(Items from a dataset)
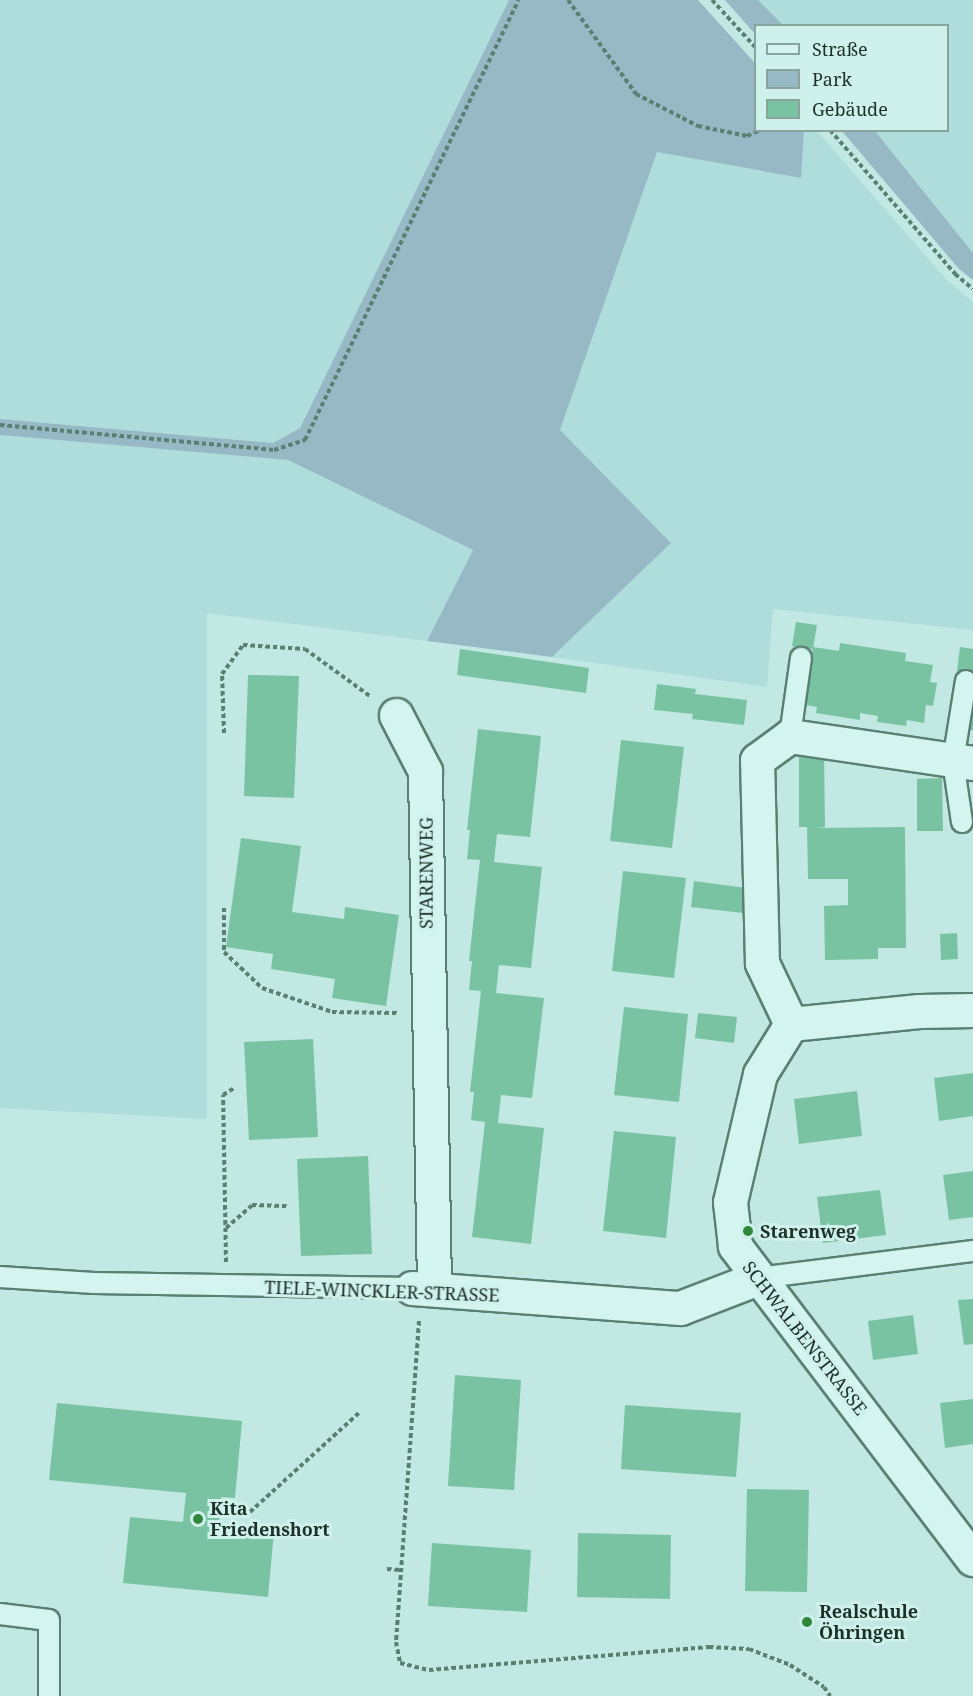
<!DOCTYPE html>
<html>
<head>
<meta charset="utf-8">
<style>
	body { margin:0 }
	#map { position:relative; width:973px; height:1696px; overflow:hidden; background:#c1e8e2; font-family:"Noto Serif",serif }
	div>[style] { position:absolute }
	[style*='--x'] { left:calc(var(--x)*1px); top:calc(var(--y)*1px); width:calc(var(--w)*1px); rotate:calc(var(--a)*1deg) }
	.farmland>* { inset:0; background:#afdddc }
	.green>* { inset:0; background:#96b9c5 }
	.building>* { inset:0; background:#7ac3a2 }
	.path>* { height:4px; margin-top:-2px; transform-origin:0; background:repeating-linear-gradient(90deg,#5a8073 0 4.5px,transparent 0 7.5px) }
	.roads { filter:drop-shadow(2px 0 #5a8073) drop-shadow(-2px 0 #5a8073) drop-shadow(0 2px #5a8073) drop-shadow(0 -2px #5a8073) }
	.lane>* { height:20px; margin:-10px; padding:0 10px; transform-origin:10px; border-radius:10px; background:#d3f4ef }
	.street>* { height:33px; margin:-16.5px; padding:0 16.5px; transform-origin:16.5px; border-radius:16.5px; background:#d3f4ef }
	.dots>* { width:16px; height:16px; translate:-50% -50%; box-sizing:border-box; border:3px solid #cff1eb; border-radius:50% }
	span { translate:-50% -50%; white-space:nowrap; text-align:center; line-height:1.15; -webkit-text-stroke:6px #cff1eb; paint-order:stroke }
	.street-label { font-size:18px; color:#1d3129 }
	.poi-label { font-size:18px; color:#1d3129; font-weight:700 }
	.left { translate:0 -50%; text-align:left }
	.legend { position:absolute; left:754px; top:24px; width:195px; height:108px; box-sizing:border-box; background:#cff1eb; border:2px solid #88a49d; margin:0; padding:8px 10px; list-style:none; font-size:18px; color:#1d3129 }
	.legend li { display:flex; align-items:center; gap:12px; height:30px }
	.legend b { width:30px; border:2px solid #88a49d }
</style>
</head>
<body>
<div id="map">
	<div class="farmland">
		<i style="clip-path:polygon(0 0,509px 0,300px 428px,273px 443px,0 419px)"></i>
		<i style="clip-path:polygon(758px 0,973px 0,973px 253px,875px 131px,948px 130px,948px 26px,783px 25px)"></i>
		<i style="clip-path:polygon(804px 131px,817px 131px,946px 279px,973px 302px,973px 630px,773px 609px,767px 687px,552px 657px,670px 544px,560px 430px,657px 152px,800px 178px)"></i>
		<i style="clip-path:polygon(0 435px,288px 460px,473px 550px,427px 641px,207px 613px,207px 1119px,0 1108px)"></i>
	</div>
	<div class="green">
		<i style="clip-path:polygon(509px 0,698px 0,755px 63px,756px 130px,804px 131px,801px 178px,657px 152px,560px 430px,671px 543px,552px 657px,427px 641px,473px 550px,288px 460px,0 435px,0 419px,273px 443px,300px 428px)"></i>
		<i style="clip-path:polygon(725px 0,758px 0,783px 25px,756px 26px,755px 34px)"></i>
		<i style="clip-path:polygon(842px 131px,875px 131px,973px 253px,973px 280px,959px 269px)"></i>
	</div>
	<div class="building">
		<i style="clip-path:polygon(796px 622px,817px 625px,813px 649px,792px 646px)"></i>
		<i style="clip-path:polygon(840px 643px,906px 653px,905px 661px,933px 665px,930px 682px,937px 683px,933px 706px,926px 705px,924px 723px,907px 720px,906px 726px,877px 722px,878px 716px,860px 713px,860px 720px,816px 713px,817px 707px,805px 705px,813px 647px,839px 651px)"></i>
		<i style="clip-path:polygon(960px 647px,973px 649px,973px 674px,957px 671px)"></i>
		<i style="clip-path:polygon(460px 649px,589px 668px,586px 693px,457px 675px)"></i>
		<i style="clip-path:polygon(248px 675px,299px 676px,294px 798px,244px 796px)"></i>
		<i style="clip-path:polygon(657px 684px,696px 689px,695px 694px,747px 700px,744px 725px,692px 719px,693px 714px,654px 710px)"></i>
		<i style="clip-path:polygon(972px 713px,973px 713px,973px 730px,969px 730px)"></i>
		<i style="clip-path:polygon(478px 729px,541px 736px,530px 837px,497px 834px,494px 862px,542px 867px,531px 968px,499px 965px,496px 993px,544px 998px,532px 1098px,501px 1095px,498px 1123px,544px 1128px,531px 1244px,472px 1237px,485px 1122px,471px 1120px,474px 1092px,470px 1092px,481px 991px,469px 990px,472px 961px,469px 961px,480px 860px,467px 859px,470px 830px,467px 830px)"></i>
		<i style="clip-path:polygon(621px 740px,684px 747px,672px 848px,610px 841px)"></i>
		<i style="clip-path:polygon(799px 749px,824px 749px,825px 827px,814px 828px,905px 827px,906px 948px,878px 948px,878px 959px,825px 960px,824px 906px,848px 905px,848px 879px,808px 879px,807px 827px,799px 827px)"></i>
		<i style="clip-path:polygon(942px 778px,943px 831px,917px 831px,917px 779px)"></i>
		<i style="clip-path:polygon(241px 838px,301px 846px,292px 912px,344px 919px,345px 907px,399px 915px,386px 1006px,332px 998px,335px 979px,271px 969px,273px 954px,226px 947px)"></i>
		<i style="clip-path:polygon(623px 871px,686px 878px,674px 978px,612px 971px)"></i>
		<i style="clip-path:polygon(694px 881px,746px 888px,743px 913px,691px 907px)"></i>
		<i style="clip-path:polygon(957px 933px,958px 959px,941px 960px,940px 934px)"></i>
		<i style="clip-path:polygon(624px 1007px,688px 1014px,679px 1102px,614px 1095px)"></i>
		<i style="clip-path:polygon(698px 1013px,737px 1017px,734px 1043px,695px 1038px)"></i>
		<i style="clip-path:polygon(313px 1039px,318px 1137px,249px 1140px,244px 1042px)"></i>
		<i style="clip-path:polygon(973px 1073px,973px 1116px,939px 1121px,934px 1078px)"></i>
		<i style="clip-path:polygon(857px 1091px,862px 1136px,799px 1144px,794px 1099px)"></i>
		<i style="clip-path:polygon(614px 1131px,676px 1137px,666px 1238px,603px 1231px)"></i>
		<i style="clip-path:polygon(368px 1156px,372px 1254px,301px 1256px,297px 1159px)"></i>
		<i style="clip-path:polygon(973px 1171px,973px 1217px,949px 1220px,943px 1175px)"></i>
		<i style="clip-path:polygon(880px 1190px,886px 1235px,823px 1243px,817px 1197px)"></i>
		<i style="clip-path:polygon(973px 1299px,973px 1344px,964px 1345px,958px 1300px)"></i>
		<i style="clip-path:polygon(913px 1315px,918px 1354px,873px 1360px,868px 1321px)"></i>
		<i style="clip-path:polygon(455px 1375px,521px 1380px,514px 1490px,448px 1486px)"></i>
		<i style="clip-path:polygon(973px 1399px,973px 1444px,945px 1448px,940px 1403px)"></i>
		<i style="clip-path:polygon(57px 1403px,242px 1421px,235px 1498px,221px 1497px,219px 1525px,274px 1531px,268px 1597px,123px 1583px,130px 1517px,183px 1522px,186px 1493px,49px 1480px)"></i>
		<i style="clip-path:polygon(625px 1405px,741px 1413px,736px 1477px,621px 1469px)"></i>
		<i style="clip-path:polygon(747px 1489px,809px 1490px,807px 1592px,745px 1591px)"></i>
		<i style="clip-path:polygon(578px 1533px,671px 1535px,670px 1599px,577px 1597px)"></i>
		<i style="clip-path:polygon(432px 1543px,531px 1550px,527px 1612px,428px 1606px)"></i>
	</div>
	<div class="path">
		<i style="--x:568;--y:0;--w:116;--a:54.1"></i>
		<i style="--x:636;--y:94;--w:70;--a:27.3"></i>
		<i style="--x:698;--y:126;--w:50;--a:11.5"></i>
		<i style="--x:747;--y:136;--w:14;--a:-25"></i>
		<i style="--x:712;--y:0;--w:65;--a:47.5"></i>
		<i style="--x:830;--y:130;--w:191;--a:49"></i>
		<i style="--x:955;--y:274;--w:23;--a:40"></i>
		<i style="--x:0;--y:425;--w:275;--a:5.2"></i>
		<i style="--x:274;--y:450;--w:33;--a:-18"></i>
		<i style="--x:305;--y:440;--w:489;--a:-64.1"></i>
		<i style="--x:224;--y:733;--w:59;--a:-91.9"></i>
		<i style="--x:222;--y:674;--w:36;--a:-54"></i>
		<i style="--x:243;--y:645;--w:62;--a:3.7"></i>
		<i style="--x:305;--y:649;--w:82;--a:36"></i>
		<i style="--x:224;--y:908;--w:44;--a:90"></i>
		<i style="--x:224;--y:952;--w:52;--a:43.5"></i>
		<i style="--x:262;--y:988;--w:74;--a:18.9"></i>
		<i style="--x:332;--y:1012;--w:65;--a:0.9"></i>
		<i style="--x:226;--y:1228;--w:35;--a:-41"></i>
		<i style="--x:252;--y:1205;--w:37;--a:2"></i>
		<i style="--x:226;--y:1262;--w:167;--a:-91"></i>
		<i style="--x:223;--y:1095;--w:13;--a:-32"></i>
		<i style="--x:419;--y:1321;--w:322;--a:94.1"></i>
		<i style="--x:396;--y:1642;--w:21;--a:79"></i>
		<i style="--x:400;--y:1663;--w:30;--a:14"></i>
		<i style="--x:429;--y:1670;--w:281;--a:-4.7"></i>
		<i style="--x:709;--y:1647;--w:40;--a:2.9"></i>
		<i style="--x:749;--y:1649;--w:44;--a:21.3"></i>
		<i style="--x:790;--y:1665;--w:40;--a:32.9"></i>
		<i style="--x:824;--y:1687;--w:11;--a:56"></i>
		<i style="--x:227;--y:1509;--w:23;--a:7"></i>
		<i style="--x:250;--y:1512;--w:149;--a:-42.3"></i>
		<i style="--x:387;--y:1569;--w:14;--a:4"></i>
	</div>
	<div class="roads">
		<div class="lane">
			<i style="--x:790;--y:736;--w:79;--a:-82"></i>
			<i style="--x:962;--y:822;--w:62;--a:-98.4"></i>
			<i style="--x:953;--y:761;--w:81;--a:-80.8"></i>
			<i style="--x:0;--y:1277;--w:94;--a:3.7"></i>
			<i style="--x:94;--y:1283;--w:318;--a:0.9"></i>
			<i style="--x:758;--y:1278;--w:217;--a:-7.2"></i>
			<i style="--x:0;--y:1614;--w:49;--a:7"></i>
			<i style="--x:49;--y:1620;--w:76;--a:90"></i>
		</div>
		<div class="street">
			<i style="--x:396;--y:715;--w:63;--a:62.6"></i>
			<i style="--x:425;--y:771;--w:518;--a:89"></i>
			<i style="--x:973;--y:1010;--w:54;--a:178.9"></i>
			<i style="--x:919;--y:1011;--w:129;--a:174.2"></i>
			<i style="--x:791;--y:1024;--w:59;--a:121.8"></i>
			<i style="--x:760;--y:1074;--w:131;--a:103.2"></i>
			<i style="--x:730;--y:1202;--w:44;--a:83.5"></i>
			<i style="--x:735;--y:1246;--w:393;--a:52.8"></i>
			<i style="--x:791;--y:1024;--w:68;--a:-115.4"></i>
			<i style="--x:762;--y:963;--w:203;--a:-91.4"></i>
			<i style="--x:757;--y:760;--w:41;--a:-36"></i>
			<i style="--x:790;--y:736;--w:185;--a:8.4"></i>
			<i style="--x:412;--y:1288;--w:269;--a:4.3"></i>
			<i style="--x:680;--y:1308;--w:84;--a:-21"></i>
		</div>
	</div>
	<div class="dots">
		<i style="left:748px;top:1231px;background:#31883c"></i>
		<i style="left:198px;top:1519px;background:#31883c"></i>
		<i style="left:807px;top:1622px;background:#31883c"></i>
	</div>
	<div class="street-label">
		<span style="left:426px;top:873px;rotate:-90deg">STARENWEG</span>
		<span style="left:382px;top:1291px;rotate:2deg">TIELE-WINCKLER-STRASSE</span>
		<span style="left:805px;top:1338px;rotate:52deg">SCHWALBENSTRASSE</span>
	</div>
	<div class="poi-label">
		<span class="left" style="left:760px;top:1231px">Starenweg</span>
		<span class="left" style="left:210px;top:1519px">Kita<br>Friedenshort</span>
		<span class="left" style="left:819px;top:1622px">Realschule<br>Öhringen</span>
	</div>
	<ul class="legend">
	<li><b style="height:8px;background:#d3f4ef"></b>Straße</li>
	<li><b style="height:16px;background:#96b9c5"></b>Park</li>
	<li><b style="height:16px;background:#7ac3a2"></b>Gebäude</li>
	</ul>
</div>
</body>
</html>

• [What you will do]: Wherever the word "lane" appears in a line of the data above, copy that line.

• [Task output]:
	.lane>* { height:20px; margin:-10px; padding:0 10px; transform-origin:10px; border-radius:10px; background:#d3f4ef }
		<div class="lane">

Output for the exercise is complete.